Wolff Matthias, Schnöbel-Ehehalt Rose, Mühling Jörg, Weigand Markus A, Olschewski Andrea
From the Department of Anesthesiology, Intensive Care Medicine, Pain Therapy, Justus-Liebig-University, Giessen, Germany.
Anesth Analg. 2014 Aug;119(2):463-470. doi: 10.1213/ANE.0000000000000280.
Superficial dorsal horn neurons of the spinal cord receive sensory information from Aδ and C fibers. According to their response to sustained depolarization, these cells can be divided into 3 groups: tonic (TFN), adapting (AFN), and single spike firing (SSN) neurons. During spinal and systemic administration of lidocaine, these neurons are exposed to different concentrations of the local anesthetic lidocaine. In this study, we explored its effect on the excitability of sensory neurons.
Whole-cell patch-clamp recordings from dorsal horn neurons of Wistar rats were used to study the action of lidocaine on firing properties. To estimate the impact of a blockade of voltage-gated potassium channels by lidocaine (100 μM) on the firing properties of different neurons, the sodium and potassium channel inhibition of lidocaine was investigated in the light of the effects of tetrodotoxin (TTX, 10 nM) and tetraethylammonium (10 mM). For statistical analysis, the Wilcoxon matched-pairs signed rank test was used throughout.

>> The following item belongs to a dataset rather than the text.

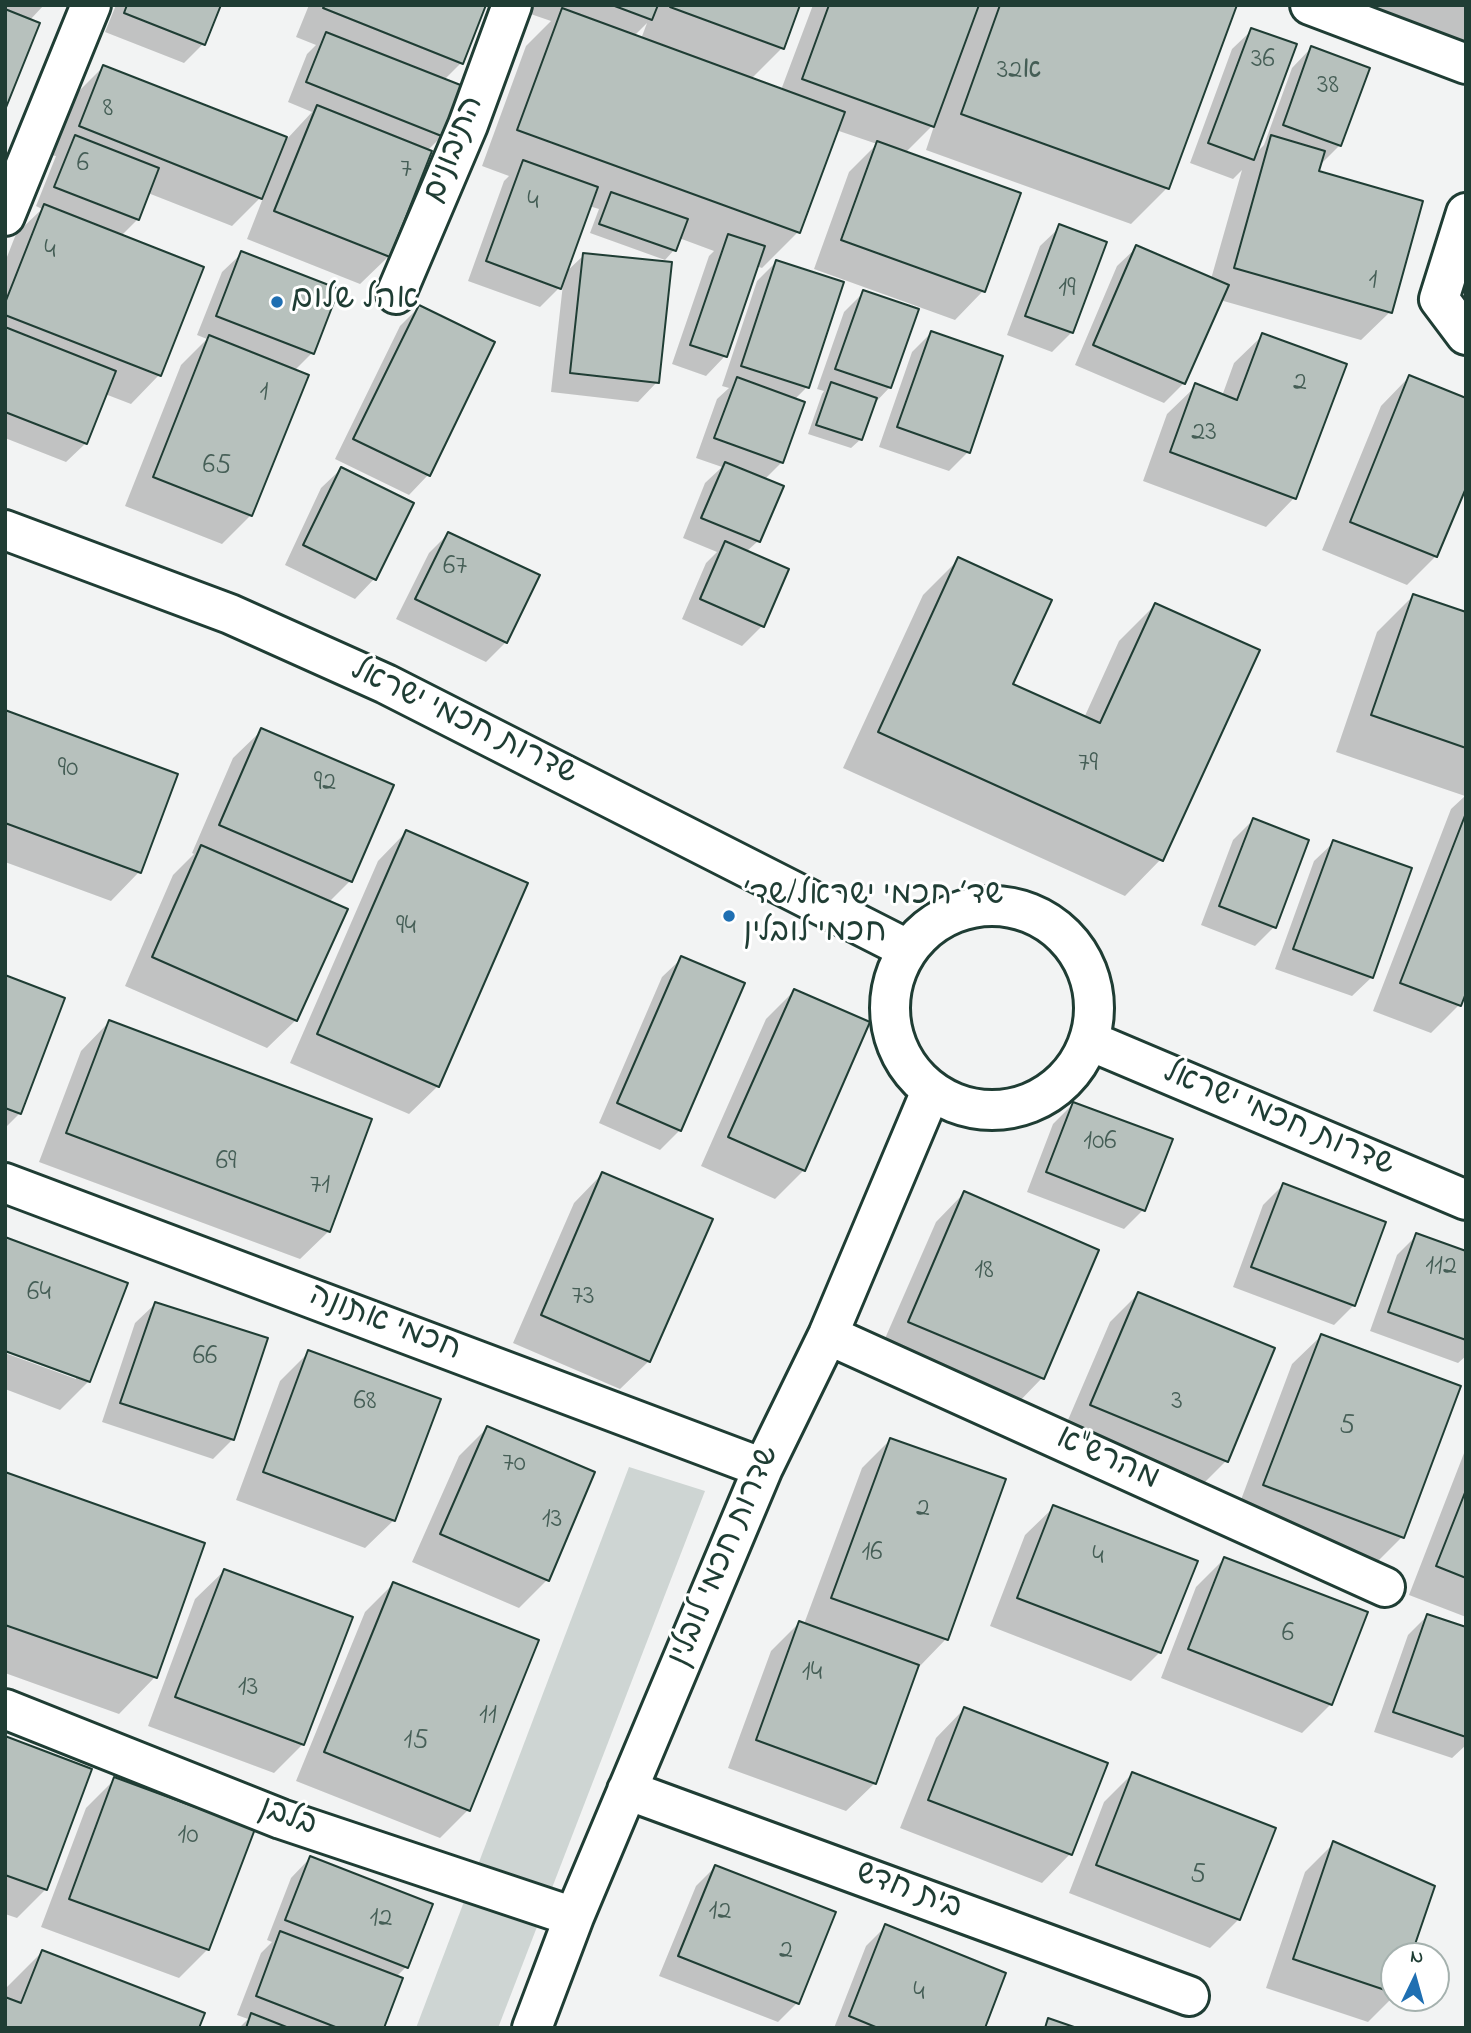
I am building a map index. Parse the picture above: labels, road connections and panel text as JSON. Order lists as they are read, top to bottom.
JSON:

All 3 types of neurons responded to lidocaine with changes in the shape of their action potentials. The peak amplitude of the single action potentials was decreased (P = 0.031, P = 0.013, and P = 0.014 for SSN, AFN, and TFN neurons, respectively), and the duration of the action potentials was increased (P = 0.016, P = 0.032, and P = 0.031 for SSN, AFN, and TFN neurons, respectively). The maximum positive slope (P = 0.016 and P = 0.0010 for SSN and AFN, respectively) and the negative slope (P = 0.016, P = 0.0025, and P = 0.020 for SSN, AFN, and TFN neurons, respectively) decreased after application of lidocaine. In tonically firing neurons, lidocaine reduced the repetitive firing (P = 0.0016), and this effect was mimicked by a combination of TTX and tetraethylammonium. In AFN, TTX mimicked the action of lidocaine.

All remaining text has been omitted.